San Francisco startup gains foothold in peer-to-peer storage

Bruce Goldberg
January 7, 2019

Have you seen San Francisco and Bay Area housing prices lately? They’ve long ranked among the nation’s highest. Among those affected are developers of self-storage facilities, who are starting to find it harder to build or stay in the city.

That inspired co-founders Daniel Kluesing, formerly a group product manager for Dropbox, and Dan Kao, former general manager at Doordash, to create Sharespace.

The startup enables those looking to store possessions with individuals that have additional space to rent in their homes. The former spend less than they would have at a regular storage business and the latter generate additional monthly income.

And they are aiming to snag existing self-storage customers while they are at it. Right now, Sharespace offers to pay the moving-out costs of new customers that leave a regular storage facility; about 5 percent of its customers have taken that deal.

Sharespace renters charge from 30 to 50 percent less than comparable storage units, he said.

“Customers absolutely love it, getting storage for a lower price,” Kluesing said. “For homeowners, it’s money they (otherwise) wouldn’t be getting.”

The Airbnb model

Sharespace founders Dan Kao (left) and and Daniel Kluesing (right).

Having solidified operations in its inaugural cities of San Francisco and Oakland, Sharespace now plans to expand north and south of Oakland in the Bay Area, and to start up in San Jose in early spring 2019.

“Then we’ll start to look at some of the other large cities in California, then look at other states,” Kluesing said.

This all started when Kluesing sold his car and considered converting his two-car garage into a spare bedroom to rent out on Airbnb (Sharespace feels a kinship with that company and markets to Airbnb hosts when it enters new territory). But a renovation would have cost more than Kluesing wanted to spend. Craigslist made him realize many people were looking for storage space.

“We started looking at the size of the storage industry, looked at things that people had in their apartments that they didn’t need for large chunks of the year, such as ski gear,” said Kluesing, who today rents out his garage to three different parties.

Sharespace built its own software in-house, and its functions include payment processing, qualifying renters, screening and a messaging system.
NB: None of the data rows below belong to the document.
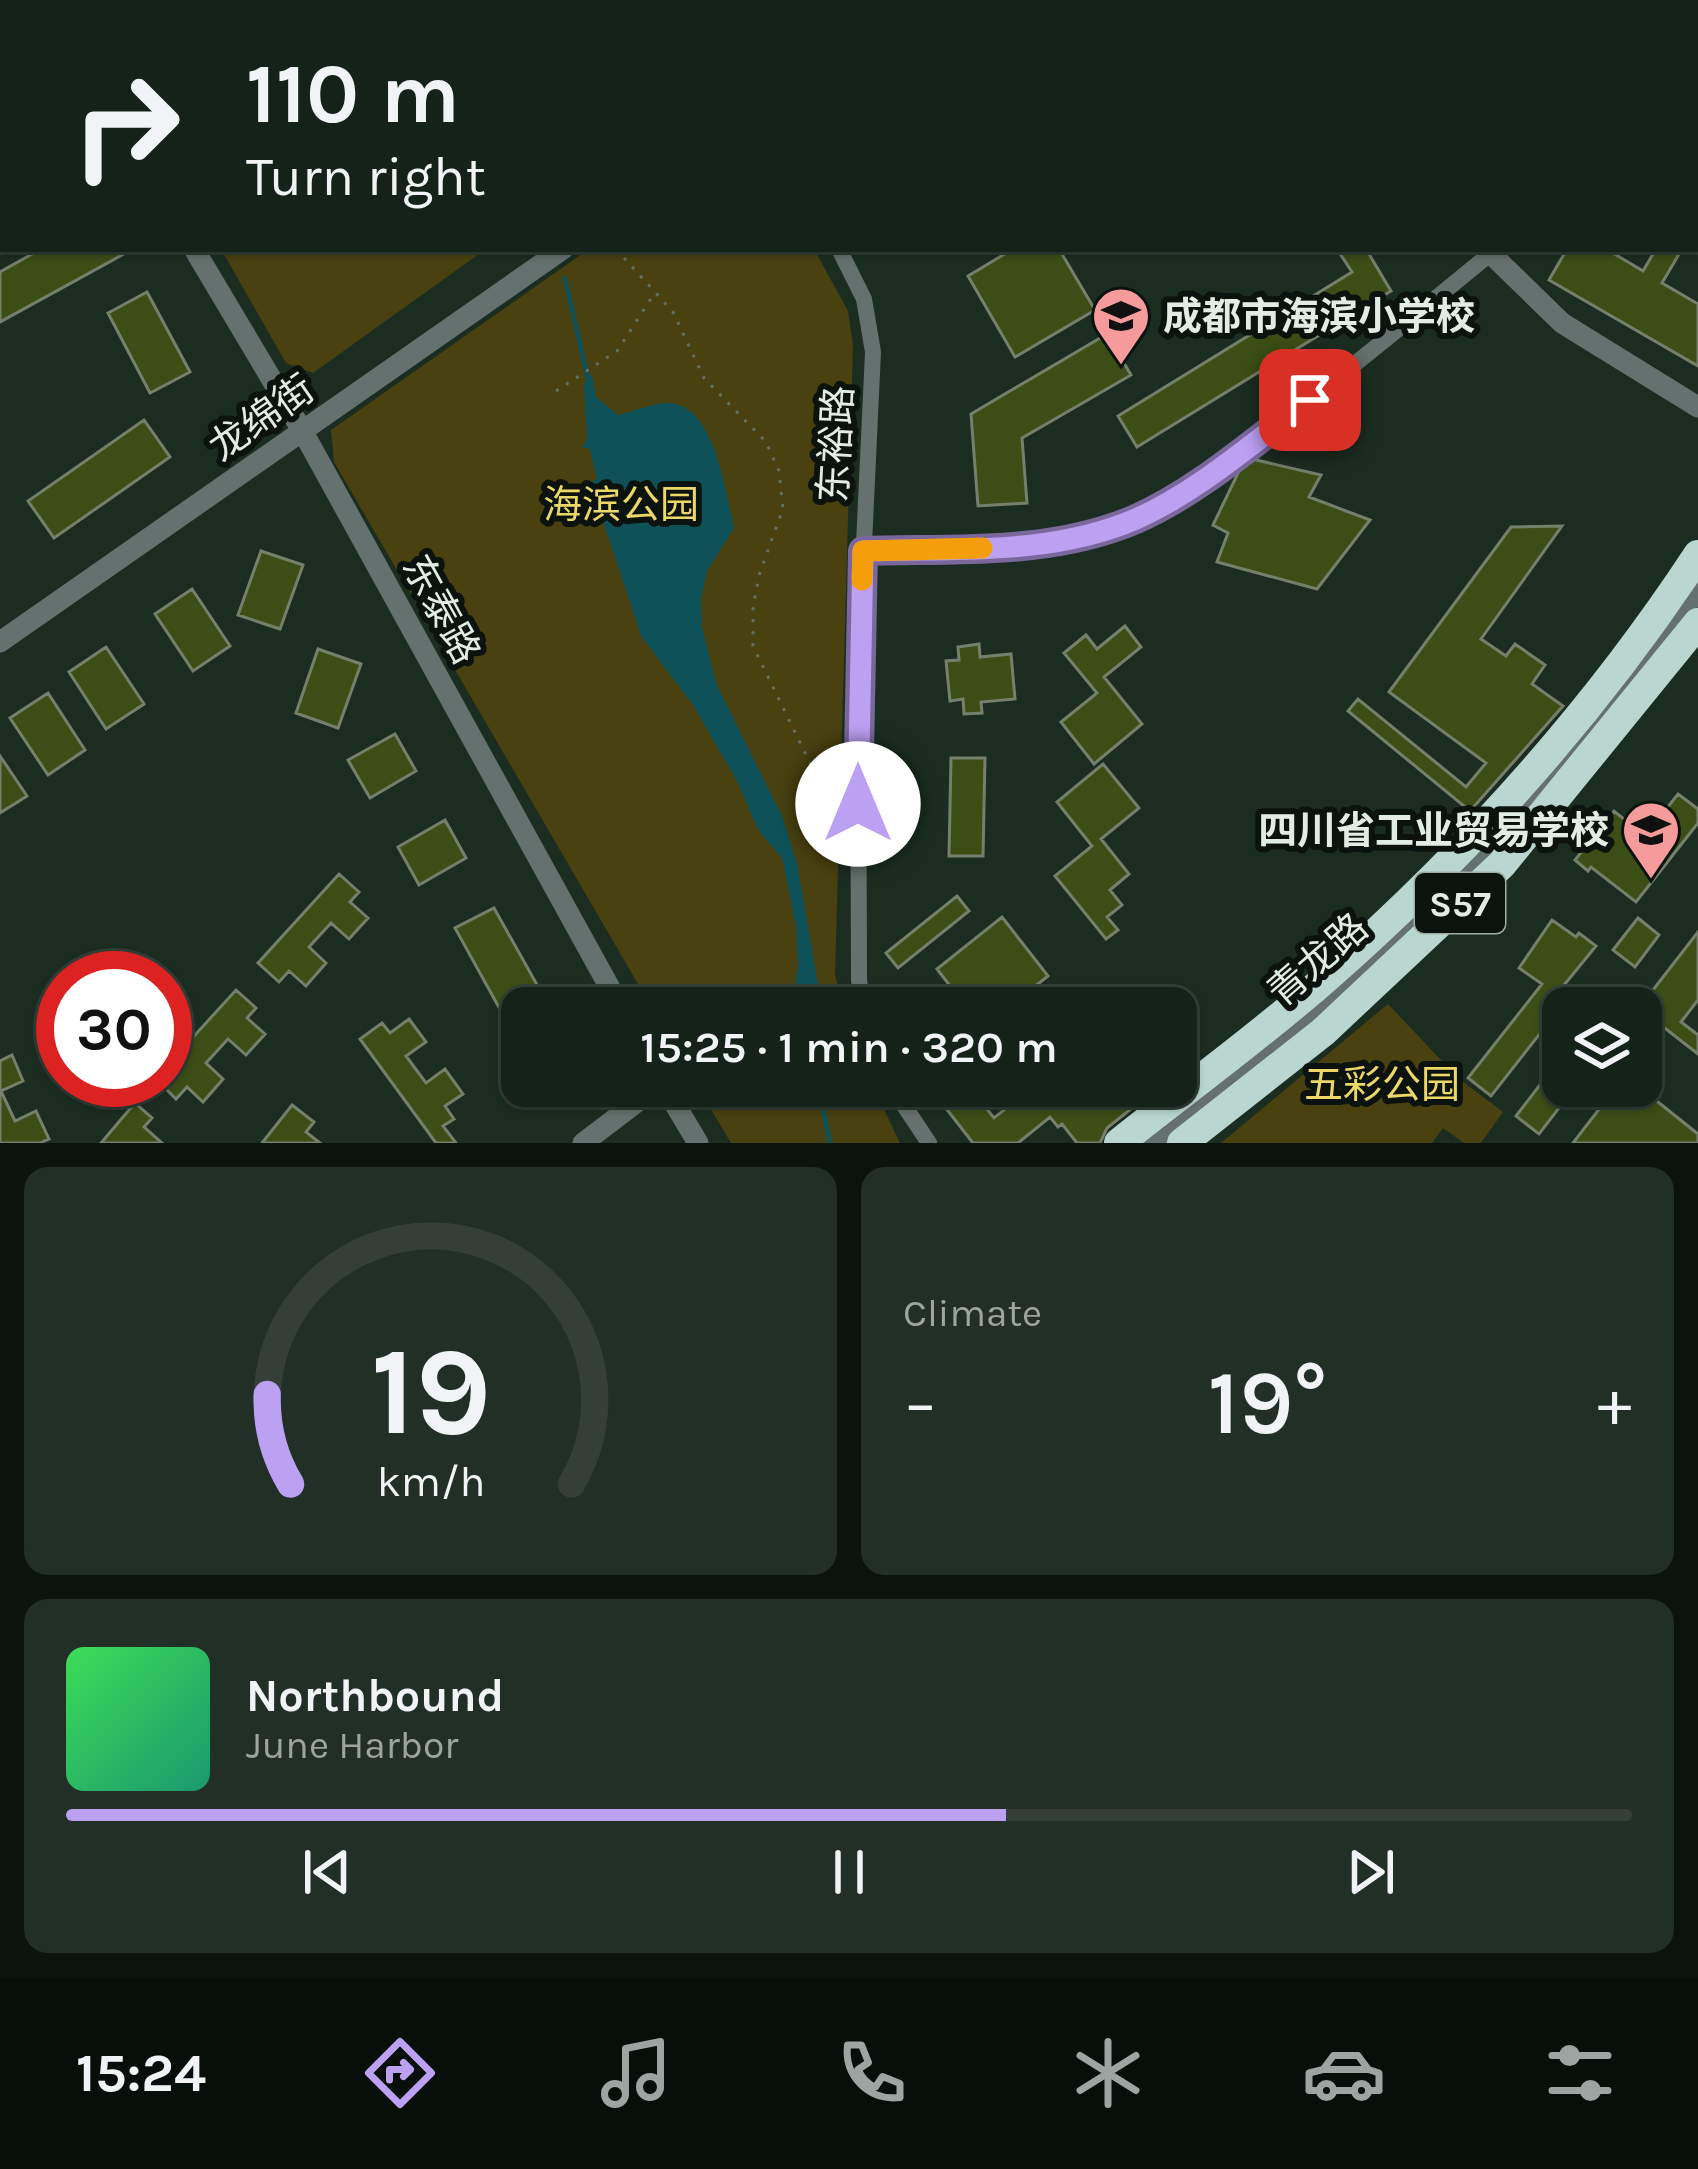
<!DOCTYPE html>
<meta charset="utf-8">
<style>
:root{--surface:#142219;--page:#212f26;--text:#f1f3f6;--muted:#9da4a2;--line:#333f38;--accent:#bca0f2}
body{margin:0;font-family:Karla,"Noto Sans SC",sans-serif;background:var(--page);color:var(--text);height:100vh;display:flex;flex-direction:column;font-size:45px;white-space:nowrap}
*{box-sizing:border-box;margin:0}
p{font-size:39px;color:var(--muted)}
.icon{flex:none;width:66px;height:66px;fill:none;stroke:currentColor;stroke-width:2;stroke-linecap:round;stroke-linejoin:round}
.map{position:relative;height:1143px;overflow:hidden}
.details{display:flex;flex-direction:column;gap:24px;padding:24px;background:#0b130e;flex:1}
.details>*{flex:none}
.guide{position:absolute;left:0px;top:0px;width:1698px;height:252px;box-shadow:0 3px 9px #0004,0 0 0 3px var(--line);background:#142219;color:var(--text);overflow:hidden}
.controls{position:absolute;left:1542px;top:987px;display:grid;gap:24px}
.controls a{display:grid;place-items:center;width:120px;height:120px;border-radius:24px;background:var(--surface);box-shadow:0 3px 9px #0004,0 0 0 3px var(--line);font-size:60px}
.speed{position:absolute;left:36px;top:951px;display:flex;gap:24px;font-size:60px;font-weight:700;text-align:center}
.speed>*{display:grid;place-content:center;width:156px;height:156px;border-radius:50%;background:var(--surface);box-shadow:0 3px 9px #0004,0 0 0 3px var(--line);line-height:1}
.speed .limit{border:18px solid #d22;background:#fff;color:#111}
.pin{position:absolute;display:grid;place-items:center;width:102px;height:102px;color:#fff;margin:-51px;border-radius:24px;box-shadow:0 6px 18px #0006}
.me{position:absolute;width:132px;margin:-66px;rotate:0deg;stroke-linejoin:round;filter:drop-shadow(0 0 9px #0008)}
.turn{display:flex;align-items:center;gap:42px;height:252px;padding:0 48px;font-size:54px}
.turn .icon{width:156px;height:156px;stroke-width:2.5}
.turn b{display:block;font-size:84px;line-height:102px}
.big{font-size:90px;font-weight:600;line-height:1.1}
.details .widget{flex:1;display:flex;flex-direction:column;justify-content:center;gap:18px;min-width:0;padding:0 42px;border-radius:24px;background:var(--page)}
.details .dial{align-items:center;gap:0}
.dial svg{height:312px;overflow:visible;fill:none;stroke:var(--line);stroke-width:7;stroke-linecap:round;text-anchor:middle}
.dial text{fill:var(--text);stroke:none}
.song{display:flex;align-items:center;gap:36px}
.cover{width:144px;height:144px;border-radius:18px;background:linear-gradient(135deg,hsl(130 70% 55%),hsl(160 70% 35%))}
.played{height:12px;border-radius:6px;background:linear-gradient(90deg,var(--accent) 60%,var(--line) 60%)}
.keys{display:flex;justify-content:space-around;direction:ltr}
.heat{display:flex;justify-content:space-between;align-items:center;font-size:66px;direction:ltr}
.details .tiles{flex:1;display:grid;gap:24px;grid-template-columns:1fr 1fr}
.widget:last-child{grid-column:span 2}
.trip{position:absolute;left:501px;top:987px;width:696px;height:120px;border-radius:24px;background:var(--surface);box-shadow:0 3px 9px #0004,0 0 0 3px var(--line);font-weight:600;line-height:120px;text-align:center}
.tabs{display:flex;height:192px;justify-content:space-around;align-items:center;background:#080e0a;color:var(--muted)}
.tabs .icon{width:84px;height:84px}
.tabs .selected{color:var(--accent)}
.tabs b{font-size:54px;color:var(--text)}
.map>svg:first-child{display:block}
</style>
<div class="map">
<svg width="1698" height="1143" viewBox="0 0 1698 1143">
<rect width="100%" height="100%" fill="#1b2d21"/>
<path fill="#494110" d="M80,0h595l1,3h-595z
M221,249h265l-173,124 -27,-10z
M589,249h225l34,62 5,34 -18,629 8,34h-191l-318,-546 -3,-32z
M1388,1004l70,74 45,34 -22,31h-17l-21,-15 -11,15h-211z
M697,1086h176l27,57h-169z"/>
<path fill="#0e5159" d="M592,374l4,23 22,18c15,-3 31,-11 47,-12 49,-4 61,90 69,125l-27,43 -6,29 1,27 14,56 67,135 15,50 24,140h-30l6,-42 -2,-39 -14,-69 -24,-28 -20,-47 -45,-78 -52,-69 -40,-121 10,-10 2,-10 -20,4 -8,-15 12,-5 -7,-30 -8,-2 5,-8 -3,-55z"/>
<g fill="none" stroke-linecap="round" stroke-linejoin="round">
<path stroke="#0e5159" stroke-width="4.5" d="M456,0l2,3
M565,278l24,106
M823,1110l7,33"/>
</g>
<path fill="#3a4e16" stroke="#767f6b" stroke-width="3" d="M41,249h92l-133,73v-50z
M1013,249h46l36,61 -80,47 -47,-81z
M1337,249h29l25,42 -254,156 -19,-31 234,-144z
M1567,249h39l37,22 13,-22h26l-20,34 36,21v62l-149,-86z
M147,292l43,80 -40,21 -42,-80z
M1107,334l24,41 -109,63 5,65 -49,3 -7,-92z
M144,420l26,37 -116,81 -26,-37z
M1252,459l69,16 -12,22 61,23 -53,69 -100,-27 11,-29 -15,-8 28,-58z
M1562,526l-81,113 25,17 9,-12 30,21 -13,19 31,22 -93,105 -122,-100 10,-12 108,88 20,-24 -97,-71 122,-165z
M261,551l42,14 -23,64 -42,-14z
M192,589l38,57 -37,25 -38,-57z
M1125,626l16,21 -37,30 38,47 -48,40 -33,-42 36,-29 -33,-40 22,-18 11,14z
M979,644l1,13 31,-3 4,45 -34,3 1,11 -18,1 -1,-15 -13,2 -4,-40 13,-1 -1,-13z
M106,647l38,57 -38,25 -37,-57z
M318,649l43,15 -23,64 -42,-15z
M48,693l37,57 -37,25 -38,-57z
M395,734l21,37 -46,27 -22,-38z
M0,756l27,40 -27,17z
M951,758h34l-2,98h-34z
M1103,764l36,44 -38,31 28,35 -19,16 12,15 -15,12 11,13 -12,9 -51,-63 37,-30 -35,-44z
M1678,794l20,15v14l-62,79 -45,-35 -3,4 -13,-11 39,-49 31,25z
M445,820l21,38 -47,27 -21,-38z
M339,874l20,18 -9,10 18,16 -19,21 -18,-16 -22,24 17,16 -20,23 -17,-15 -10,11 -21,-19z
M957,896l12,15 -71,57 -12,-15z
M494,908l56,100h-28v41l-67,-121z
M1002,917l46,59 -40,32h-41l-30,-39z
M1638,918l21,17 -24,32 -22,-17z
M1552,920l24,17 3,-4 17,13 -45,55 9,7 -69,88 -23,-18 74,-94 -23,-16z
M1698,932v68l-17,22 17,13v19l-59,-46z
M236,990l20,18 -9,10 18,16 -19,21 -18,-16 -22,24 17,16 -20,23 -16,-15 -11,12 -11,-11v-20z
M409,1019l17,23 -20,14 20,27 19,-14 18,25 -18,12 9,13 -11,7 13,17h-20l-76,-104 22,-16 8,10z
M12,1055l11,26 -22,10 14,30 21,-10 13,28 -9,4h-40v-82z
M1563,1055v31h13l-37,48 -23,-18z
M1641,1073l15,11 -8,10 50,40v9h-125l44,-57h24z
M943,1086h51l-16,12 16,20 40,-32h120l2,3 -49,39 -7,15h-23l-15,-19 -4,3 -8,-10 -32,26h-45l-39,-50z
M135,1103l17,15 -8,9 18,16h-61z
M292,1105l22,17 -8,10 14,11h-58z"/>
<g fill="none" stroke-linecap="round" stroke-linejoin="round">
<path stroke="#617166" stroke-width="3" stroke-dasharray="3 9" stroke-linecap="butt" d="M616,249l57,63 31,66 62,64 13,29 4,38 -23,63 -7,34v40l77,158
M556,391l61,-40 37,-57"/>
<path stroke="#65716e" stroke-width="16" d="M702,0l2,3
M839,249l25,50 9,53 -15,320 1,308 4,28
M864,551c69,-2 143,3 211,-12 74,-17 132,-63 192,-107 76,-56 149,-118 223,-178
M891,1086l38,57"/>
<path stroke="#65716e" stroke-width="21" d="M50,0l2,3
M1364,0l1,3
M910,3l5,-3
M0,185l3,-2
M194,249l109,183 318,576
M1486,249l76,74 136,84
M0,642l563,-393
M664,1086l34,57
M583,1143l75,-57
M1150,1143c113,-89 229,-177 328,-281 80,-84 149,-180 220,-272"/>
<path stroke="#b9d6d0" stroke-width="30" d="M1119,1143c69,-55 141,-107 207,-165 141,-124 268,-265 372,-423
M1182,1143l141,-111 179,-168 196,-241"/>
</g>
<g fill="none" stroke-linecap="round" stroke-linejoin="round">
<g stroke="#7a689d" stroke-width="30">
<path id="route" d="M858,804l5,-253c92,-3 187,5 273,-32 63,-28 119,-78 174,-119"/>
</g>
<use href="#route" stroke="#bca0f2" stroke-width="21"/>
<path stroke="#f59e0b" stroke-width="21" d="M862,580l1,-29 119,-3"/>
</g>
<defs>
<g id="school-pin" transform="scale(3)"><path d="M0 17L-7.5 6A9.5 9.5 0 1 1 7.5 6Z" fill="#f59b9b" stroke="#0c130e"/><path d="M0-5L7-2L0 1L-7-2ZM-4 1L0 2.5L4 1V4Q0 6-4 4Z" fill="#111"/></g>
<g id="university-pin" transform="scale(3)"><path d="M0 17L-7.5 6A9.5 9.5 0 1 1 7.5 6Z" fill="#f59b9b" stroke="#0c130e"/><path d="M0-5L7-2L0 1L-7-2ZM-4 1L0 2.5L4 1V4Q0 6-4 4Z" fill="#111"/></g>
</defs>
<g fill-rule="evenodd">
<use href="#school-pin" x="1121" y="316"/>
<use href="#university-pin" x="1651" y="830"/>
</g>
<g text-anchor="middle" stroke-width="12" stroke-linejoin="round" paint-order="stroke">
<rect fill="#0c130e" stroke="#a1aca4" stroke-width="3" x="1415" y="873" width="90" height="60" rx="9"/>
<g font-size="36" font-weight="bold" fill="#e1ede4">
<text x="1460" y="916">S57</text>
</g>
<g font-size="39" font-weight="bold" fill="#e1ede4" stroke="#0c130e" text-anchor="start">
<text x="1163" y="330">成都市海滨小学校</text>
<text x="1609" y="844" text-anchor="end">四川省工业贸易学校</text>
</g>
<g font-size="39" fill="#e1ede4" stroke="#0c130e">
<text transform="translate(261 417) rotate(-35)" y="14">龙绵街</text>
<text transform="translate(835 444) rotate(-87)" y="14">东裕路</text>
<text transform="translate(442 609) rotate(61)" y="14">东泰路</text>
<text transform="translate(1317 959) rotate(-41)" y="14">青龙路</text>
</g>
<g font-size="39" fill="#ebd866" stroke="#0c130e">
<text x="621" y="518">海滨公园</text>
<text x="1382" y="1098">五彩公园</text>
</g>
</g>
</svg>
<div class="controls">
<a><svg class="icon" aria-label="layers" viewBox="0 0 24 24"><path d="M12 4l9 5-9 5-9-5zM3 14l9 5 9-5"/></svg></a>
</div>
<div class="speed"><div class="limit">30</div></div>
<div class="pin" style="left:1310px;top:400px;background:#d93025"><svg class="icon" aria-label="arrive" viewBox="0 0 24 24"><path d="M6 21V4h12l-3 4 3 4H6"/></svg></div>
<svg class="me" style="left:858px;top:804px" viewBox="-20 -20 40 40"><circle r="19" fill="#fff"/><path d="M0-13L10 11 0 6-10 11z" fill="#bca0f2"/></svg>
<div class="trip">15:25 · 1 min · 320 m</div>
<div class="guide">
<div class="turn"><svg class="icon" aria-label="right" viewBox="0 0 24 24"><path d="M7 20v-9h11M14 6l5 5-5 5"/></svg><div><b>110 m</b>Turn right</div></div>
</div>
</div>
<section class="details">
<div class="tiles">
<div class="widget dial"><svg viewBox="0 0 100 80">
<path d="M14 69A42 42 0 1 1 86 69"/>
<path d="M14 69A42 42 0 0 1 8 46" stroke="#bca0f2"/>
<text x="50" y="56" font-size="32" font-weight="700">19</text>
<text x="50" y="72" font-size="11">km/h</text>
</svg></div>
<div class="widget"><p>Climate</p>
<div class="heat"><a>−</a><b class="big">19°</b><a>+</a></div>
</div>
<div class="widget">
<div class="song"><i class="cover"></i><div><b>Northbound</b><p>June Harbor</p></div></div>
<div class="played"></div>
<div class="keys"><svg class="icon" aria-label="previous" viewBox="0 0 24 24"><path d="M18 5L8 12l10 7zM5 5v14"/></svg><svg class="icon" aria-label="pause" viewBox="0 0 24 24"><path d="M8 5v14M16 5v14"/></svg><svg class="icon" aria-label="next" viewBox="0 0 24 24"><path d="M6 5l10 7-10 7zM19 5v14"/></svg></div>
</div>
</div>
</section>
<nav class="tabs">
<b>15:24</b>
<svg class="icon selected" aria-label="directions" viewBox="0 0 24 24"><path d="M12 3l9 9-9 9-9-9zM9 14v-3h6M13 9l2 2-2 2"/></svg>
<svg class="icon" aria-label="music" viewBox="0 0 24 24"><path d="M9 18V5l10-2v13"/><circle cx="6" cy="18" r="3"/><circle cx="16" cy="16" r="3"/></svg>
<svg class="icon" aria-label="phone" viewBox="0 0 24 24"><path d="M5 4h4l2 5-3 2q2 4 5 5l2-3 5 2v4C11 20 4 13 5 4z"/></svg>
<svg class="icon" aria-label="climate" viewBox="0 0 24 24"><path d="M12 3v18M4 7l16 10M4 17L20 7"/></svg>
<svg class="icon" aria-label="car" viewBox="0 0 24 24"><path d="M5 17H2v-5l4-1 3-4h7l3 4 3 1v5h-3M9 17h6M6 11h13"/><circle cx="7" cy="17" r="2"/><circle cx="17" cy="17" r="2"/></svg>
<svg class="icon" aria-label="filters" viewBox="0 0 24 24"><path d="M4 7h16M4 17h16"/><circle cx="9" cy="7" r="2"/><circle cx="15" cy="17" r="2"/></svg>
</nav>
Sharespace’s timing may prove to be impeccable, as some cities around the nation are battling new self-storage developments, fearing they lower community value. If they’re not built, it means more opportunity for individuals that want to rent out space.

“It helps me pay the rent”

Sharespace users keep their belongings inside another users unused residential space.

The Sharespace team has a strong tech background. Kao helped launch Doordash in the Bay Area and Houston, and was country manager for Canada. Kluesing was an engineer at Bluekai, an advertising technology startup.

CTO Brandon Ooi previously was co-founder and CTO of Crunchroll, a video-streaming service. The engineering team members have backgrounds in such companies as Dropbox, Foxtrot Systems and Realscout.

Frank Slacik of San Francisco moved possessions out of a Public Storage unit about three months ago and into the garage of a Victorian home that he found through Sharespace. Two other people also rent space there.

His 144 square feet there cost $130 per month, compared to $400 per month at Public Storage, he said. Slacik stores tools, paper records and household items in the home space.

“I’m not too concerned about people stealing anything,” said Slacik, a CFO for a fintech company. “But you don’t want to put your finest silver in a place like this.” Still, he’s happy to have “a nice person to deal with rather than someone behind the desk at a storage place.”

Erin Hawley, who shares a San Francisco home with four roommates, rents out an unused room for $60 a month. The customer has placed cabinets and boxes there.

“It helps me pay the rent,” said Hawley, a business development associate for a self-care startup.